The purpose and novelty of this paper is to answer some problems that emerged from the previously mentioned studies and to expand the current knowledge of EN ISO 52016-1:2017 [4]. In fact, for the first time it was:

• tested the new method described in Annex A (Italian Annex) of EN ISO 52016-1:2017 [4];
• proposed a model capable of varying the g_gl at each time step (1 h), according to the orientation of the window and the angle of incidence of solar radiation;
• explored the effects of thermo-physical parameters of opaque surfaces on building energy needs through a sensitivity analysis of the Italian annex, the European annex and Trnsys.

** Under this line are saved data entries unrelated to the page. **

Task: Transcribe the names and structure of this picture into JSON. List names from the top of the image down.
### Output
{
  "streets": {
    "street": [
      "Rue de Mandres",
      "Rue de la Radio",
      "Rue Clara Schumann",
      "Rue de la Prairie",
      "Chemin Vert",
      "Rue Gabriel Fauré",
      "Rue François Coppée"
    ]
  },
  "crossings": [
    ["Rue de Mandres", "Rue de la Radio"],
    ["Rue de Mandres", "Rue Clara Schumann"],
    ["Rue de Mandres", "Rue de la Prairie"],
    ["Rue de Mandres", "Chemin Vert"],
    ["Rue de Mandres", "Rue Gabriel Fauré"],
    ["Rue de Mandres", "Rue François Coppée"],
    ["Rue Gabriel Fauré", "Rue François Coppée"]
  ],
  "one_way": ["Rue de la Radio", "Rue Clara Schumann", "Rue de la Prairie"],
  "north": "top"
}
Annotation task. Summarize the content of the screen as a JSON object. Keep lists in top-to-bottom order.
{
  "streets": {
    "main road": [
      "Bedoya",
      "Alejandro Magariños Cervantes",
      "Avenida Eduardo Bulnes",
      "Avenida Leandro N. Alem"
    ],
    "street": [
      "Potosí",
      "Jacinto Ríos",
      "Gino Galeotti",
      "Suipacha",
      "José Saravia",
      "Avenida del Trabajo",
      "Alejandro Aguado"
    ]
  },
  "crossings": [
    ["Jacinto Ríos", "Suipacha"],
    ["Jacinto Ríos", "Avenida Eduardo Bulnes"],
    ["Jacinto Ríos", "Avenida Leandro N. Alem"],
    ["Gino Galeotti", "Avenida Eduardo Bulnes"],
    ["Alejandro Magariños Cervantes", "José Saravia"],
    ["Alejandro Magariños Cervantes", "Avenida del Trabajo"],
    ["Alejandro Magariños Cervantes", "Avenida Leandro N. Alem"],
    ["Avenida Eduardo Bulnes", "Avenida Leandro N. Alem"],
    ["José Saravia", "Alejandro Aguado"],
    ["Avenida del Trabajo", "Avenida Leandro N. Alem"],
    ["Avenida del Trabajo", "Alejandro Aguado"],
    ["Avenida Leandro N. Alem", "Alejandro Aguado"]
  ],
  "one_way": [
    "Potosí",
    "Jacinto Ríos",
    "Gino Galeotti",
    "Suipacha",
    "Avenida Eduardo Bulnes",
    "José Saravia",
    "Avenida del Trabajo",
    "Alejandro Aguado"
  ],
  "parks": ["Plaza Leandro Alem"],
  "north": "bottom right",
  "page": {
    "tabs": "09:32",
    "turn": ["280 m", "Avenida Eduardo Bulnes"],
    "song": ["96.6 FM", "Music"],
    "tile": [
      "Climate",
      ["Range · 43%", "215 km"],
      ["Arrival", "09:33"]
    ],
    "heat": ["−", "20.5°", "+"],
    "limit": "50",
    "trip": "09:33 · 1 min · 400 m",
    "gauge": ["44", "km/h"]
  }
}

In addition to identifying the application limits and problems of the standard, as already done in other works in the literature, this work proposes solutions that improve the hourly dynamic method of EN ISO 52016-1 [4], bringing the results closer to those obtained with Trnsys.

2. Methods

In order to identify the hourly energy demand for heating and cooling under different boundary conditions, three methods were compared. The following were used: (i) the calculation procedure defined in EN ISO 52016-1:2017 with European Annex [4] (later in the text referred to as Annex B), (ii) the calculation procedure defined in EN ISO 52016-1:2017 with Italian Annex [12] (later in the text referred to as Annex A) and (iii) the algorithm implemented in the energy modelling software TRNSYS [13].

2.1. EN ISO 52016-1:2017

The calculation algorithm defined by EN ISO 52016-1 [4] provides in output, for each thermal zone and for each hour, the values of parameters such as the internal air temperature, the average internal radiant temperature and the internal operating temperature useful to evaluate the internal comfort of the environments according to EN ISO 15251 [14]. In addition to temperatures, it also provides the energy needs for heating and cooling, which are essential for the energy assessment of the building. For each heated thermal zone and for each hourly time interval, the standard follows this procedure:

• in absence of heating and cooling plant the internal operating temperature is evaluated; if this is between the heating and cooling set-point temperature, the system is not switched on and the output power is zero;
• if the operating temperature is lower/upper than the heating/cooling set-point respectively, the power required by the system to guarantee the defined set-point temperature is calculated;
• if the power of the system is sufficient, the set-point temperature is guaranteed;
• if the power of the system is not sufficient, the set-point temperature is not reached;
• the node temperatures of all the structures are determined according to the European or National Annex;
• the effective energy load for heating and cooling is determined.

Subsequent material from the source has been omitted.